Bahia Honda Rail Bridge was built as part of the Overseas Railroad in 1912 and converted for highway use in 1938. This bridge was the primary road to the island of the lower Keys, and served as the primary evacuation route. Today the bridge is used as a scenic over view of the area, and is one of our favorite places to take beautiful sunrise and sunset pictures, as you can walk on this bridge to the first one of the 2 of the truss spans that have been removed in order to allow boat traffic to pass thru.”
Find Debra’s fabulous work at Schmidt Photography.

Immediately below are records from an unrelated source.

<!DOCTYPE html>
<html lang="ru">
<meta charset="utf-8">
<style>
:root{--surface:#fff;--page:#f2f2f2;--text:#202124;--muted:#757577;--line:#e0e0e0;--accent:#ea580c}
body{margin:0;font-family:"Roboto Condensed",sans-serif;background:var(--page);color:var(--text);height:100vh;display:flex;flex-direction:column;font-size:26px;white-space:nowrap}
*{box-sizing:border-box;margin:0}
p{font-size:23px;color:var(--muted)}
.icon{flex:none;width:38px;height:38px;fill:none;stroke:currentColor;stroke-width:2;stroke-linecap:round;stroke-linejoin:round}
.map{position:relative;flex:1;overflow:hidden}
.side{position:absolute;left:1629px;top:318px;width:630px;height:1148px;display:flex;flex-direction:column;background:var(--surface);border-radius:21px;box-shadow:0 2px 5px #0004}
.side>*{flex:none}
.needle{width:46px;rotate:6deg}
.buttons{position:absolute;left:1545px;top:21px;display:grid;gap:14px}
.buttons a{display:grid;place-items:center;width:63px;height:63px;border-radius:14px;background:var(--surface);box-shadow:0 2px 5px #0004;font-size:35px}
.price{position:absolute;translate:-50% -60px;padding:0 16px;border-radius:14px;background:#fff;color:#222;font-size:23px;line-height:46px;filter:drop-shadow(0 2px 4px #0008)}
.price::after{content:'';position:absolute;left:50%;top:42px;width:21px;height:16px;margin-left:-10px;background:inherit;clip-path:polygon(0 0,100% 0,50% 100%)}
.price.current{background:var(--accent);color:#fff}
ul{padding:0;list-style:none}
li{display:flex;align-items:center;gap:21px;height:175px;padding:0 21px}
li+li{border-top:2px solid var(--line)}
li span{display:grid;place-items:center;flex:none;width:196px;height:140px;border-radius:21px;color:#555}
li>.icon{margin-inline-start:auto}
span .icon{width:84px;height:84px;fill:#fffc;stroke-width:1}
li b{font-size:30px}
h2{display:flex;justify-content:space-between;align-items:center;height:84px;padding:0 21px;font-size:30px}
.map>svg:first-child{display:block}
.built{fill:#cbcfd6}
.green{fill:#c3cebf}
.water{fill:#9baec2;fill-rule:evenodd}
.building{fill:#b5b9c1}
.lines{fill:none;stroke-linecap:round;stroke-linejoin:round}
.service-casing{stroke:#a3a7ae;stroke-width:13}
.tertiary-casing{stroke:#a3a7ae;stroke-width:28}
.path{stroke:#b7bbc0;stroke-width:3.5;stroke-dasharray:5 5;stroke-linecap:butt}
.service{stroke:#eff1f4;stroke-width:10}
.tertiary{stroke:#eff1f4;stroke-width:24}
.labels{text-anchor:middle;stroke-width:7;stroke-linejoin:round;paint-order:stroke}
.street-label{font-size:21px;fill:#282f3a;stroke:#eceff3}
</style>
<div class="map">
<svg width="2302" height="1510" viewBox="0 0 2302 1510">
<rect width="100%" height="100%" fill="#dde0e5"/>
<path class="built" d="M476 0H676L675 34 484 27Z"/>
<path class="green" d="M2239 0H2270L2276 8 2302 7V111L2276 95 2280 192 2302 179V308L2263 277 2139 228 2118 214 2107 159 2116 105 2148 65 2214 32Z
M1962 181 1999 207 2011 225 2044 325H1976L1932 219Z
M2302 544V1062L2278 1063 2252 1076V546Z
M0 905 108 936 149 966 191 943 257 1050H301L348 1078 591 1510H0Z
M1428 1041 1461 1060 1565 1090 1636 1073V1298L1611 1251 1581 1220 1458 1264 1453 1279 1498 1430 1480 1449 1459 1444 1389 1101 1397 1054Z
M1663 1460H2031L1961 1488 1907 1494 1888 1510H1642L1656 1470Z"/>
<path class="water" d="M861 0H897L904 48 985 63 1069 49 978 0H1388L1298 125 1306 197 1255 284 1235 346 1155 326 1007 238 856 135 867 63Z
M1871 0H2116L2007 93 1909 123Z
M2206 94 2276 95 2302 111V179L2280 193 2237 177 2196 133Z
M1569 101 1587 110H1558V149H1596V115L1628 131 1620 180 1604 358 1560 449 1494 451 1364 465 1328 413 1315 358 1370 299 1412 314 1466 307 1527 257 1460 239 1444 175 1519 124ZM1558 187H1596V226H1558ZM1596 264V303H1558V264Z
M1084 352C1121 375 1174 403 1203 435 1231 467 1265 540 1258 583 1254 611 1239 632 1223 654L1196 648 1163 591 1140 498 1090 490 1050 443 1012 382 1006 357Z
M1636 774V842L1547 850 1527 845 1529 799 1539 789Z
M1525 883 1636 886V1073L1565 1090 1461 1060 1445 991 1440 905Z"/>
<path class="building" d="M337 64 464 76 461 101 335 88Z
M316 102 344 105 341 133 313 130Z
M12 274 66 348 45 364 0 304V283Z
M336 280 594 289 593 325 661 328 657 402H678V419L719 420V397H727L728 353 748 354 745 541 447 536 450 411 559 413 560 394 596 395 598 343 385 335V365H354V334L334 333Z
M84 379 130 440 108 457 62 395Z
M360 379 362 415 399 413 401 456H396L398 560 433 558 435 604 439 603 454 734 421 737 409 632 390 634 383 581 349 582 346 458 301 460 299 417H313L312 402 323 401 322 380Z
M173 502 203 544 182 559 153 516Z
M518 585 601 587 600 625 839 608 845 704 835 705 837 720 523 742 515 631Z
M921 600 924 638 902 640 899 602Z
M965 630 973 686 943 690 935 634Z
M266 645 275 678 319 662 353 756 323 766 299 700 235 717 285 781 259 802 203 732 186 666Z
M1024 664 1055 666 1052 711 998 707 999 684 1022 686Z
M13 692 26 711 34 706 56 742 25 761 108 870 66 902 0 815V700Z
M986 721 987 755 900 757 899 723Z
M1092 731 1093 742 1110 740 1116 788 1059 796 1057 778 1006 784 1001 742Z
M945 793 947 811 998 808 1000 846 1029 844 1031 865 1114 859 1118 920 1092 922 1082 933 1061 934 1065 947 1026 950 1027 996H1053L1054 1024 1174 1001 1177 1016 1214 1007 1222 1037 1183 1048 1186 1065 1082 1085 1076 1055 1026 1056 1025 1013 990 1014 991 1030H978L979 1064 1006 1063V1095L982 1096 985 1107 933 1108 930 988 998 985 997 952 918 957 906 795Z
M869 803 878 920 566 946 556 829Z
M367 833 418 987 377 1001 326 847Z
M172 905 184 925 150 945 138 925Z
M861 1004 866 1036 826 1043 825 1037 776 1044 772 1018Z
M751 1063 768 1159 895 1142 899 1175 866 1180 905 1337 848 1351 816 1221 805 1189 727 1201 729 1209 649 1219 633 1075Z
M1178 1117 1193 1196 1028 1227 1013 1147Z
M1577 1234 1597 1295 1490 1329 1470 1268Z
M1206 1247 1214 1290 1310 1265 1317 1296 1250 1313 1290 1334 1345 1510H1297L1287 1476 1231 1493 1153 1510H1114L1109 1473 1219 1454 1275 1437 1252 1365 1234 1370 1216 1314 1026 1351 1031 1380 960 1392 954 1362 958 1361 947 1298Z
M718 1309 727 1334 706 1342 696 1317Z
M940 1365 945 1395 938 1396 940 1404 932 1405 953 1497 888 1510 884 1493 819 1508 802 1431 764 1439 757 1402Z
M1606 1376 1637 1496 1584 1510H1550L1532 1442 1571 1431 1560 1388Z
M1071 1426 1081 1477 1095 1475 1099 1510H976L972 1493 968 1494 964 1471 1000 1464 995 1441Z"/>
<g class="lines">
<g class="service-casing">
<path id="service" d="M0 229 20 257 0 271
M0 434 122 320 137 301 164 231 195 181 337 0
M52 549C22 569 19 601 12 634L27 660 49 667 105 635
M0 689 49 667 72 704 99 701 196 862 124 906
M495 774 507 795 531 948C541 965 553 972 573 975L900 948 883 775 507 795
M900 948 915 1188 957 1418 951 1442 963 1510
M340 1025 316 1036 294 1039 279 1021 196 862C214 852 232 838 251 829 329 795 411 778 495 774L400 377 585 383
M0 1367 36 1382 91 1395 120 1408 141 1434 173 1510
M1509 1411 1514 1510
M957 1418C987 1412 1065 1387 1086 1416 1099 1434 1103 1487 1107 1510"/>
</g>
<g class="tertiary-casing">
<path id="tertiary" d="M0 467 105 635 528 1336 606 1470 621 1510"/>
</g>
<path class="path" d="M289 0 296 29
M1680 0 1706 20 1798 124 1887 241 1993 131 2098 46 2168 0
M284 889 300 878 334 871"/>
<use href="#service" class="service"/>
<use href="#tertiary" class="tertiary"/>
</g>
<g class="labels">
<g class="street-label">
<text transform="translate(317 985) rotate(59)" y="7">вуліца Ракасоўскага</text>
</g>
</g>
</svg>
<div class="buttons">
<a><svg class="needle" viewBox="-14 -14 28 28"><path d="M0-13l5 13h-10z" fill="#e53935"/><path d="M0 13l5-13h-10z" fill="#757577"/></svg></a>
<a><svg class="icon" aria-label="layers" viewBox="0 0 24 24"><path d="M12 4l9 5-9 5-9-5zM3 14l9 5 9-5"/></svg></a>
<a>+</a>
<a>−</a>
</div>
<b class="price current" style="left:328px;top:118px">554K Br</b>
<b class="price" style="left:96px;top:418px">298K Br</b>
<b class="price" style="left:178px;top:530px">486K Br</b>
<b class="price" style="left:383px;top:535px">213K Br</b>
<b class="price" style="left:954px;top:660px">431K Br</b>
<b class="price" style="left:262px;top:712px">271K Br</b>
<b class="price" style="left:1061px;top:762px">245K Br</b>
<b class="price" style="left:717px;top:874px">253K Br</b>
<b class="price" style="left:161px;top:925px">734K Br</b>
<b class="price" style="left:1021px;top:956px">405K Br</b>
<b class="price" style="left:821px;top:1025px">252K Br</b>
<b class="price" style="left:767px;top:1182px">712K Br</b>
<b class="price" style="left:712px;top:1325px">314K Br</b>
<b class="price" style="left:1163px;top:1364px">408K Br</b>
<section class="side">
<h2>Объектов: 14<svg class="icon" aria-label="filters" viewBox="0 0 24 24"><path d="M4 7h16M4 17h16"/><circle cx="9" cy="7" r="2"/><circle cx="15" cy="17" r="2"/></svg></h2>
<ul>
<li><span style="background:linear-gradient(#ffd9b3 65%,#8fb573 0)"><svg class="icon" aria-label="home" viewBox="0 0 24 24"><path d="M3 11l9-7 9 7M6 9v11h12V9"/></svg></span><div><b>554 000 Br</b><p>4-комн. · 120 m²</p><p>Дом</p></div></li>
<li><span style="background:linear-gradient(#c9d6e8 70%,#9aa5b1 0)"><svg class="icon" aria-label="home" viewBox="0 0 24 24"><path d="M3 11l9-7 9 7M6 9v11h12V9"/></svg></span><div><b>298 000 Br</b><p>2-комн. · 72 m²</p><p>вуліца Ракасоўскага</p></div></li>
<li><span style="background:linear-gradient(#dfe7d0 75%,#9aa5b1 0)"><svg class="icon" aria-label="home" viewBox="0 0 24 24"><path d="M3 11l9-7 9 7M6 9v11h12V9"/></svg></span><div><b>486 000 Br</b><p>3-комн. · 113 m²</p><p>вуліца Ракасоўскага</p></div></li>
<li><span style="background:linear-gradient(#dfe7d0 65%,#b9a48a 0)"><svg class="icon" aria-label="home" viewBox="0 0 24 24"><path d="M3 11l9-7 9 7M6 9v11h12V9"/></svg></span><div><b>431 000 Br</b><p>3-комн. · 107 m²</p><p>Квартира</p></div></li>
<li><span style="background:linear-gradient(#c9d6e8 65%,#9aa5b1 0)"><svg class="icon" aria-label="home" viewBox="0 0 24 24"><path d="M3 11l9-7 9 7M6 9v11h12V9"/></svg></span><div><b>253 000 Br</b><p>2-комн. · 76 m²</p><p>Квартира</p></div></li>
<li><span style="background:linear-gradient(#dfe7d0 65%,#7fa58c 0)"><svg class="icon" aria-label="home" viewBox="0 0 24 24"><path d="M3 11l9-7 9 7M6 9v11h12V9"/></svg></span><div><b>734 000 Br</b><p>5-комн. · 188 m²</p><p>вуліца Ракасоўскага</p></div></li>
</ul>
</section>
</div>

The truth is, If I hadnt met that kid outside the refugeee camp and if that kid hadn’t picked my pockets clean outside the vegetable stand, the fog would’ve enveloped the bridge entirely before I’d gotten to the edge of the Vardar.He nailed me in the old bazaar while it rained. The kid had seemed trustworthy enough at Katlanovo so I took him up on the offer and paid him a few dollars to tour me around. I didn’t realize the camera was the only thing I had left until it dawned on me he’d never quite returned from the coffee run. And all my zippers were open.I raced for the Vardar where I knew the kids from the camp passed time in the shadows of the trees. He wasnt there. I snapped a few shots on the way and ran on to Macedonia square where I though I might find him. It wasn’t until Friday that I had that kid by the wrists and raided his pockets until I had my passport. He was sheepish and sorry all through. Then I bought him a Pepsi just to rub in the guilt a bit.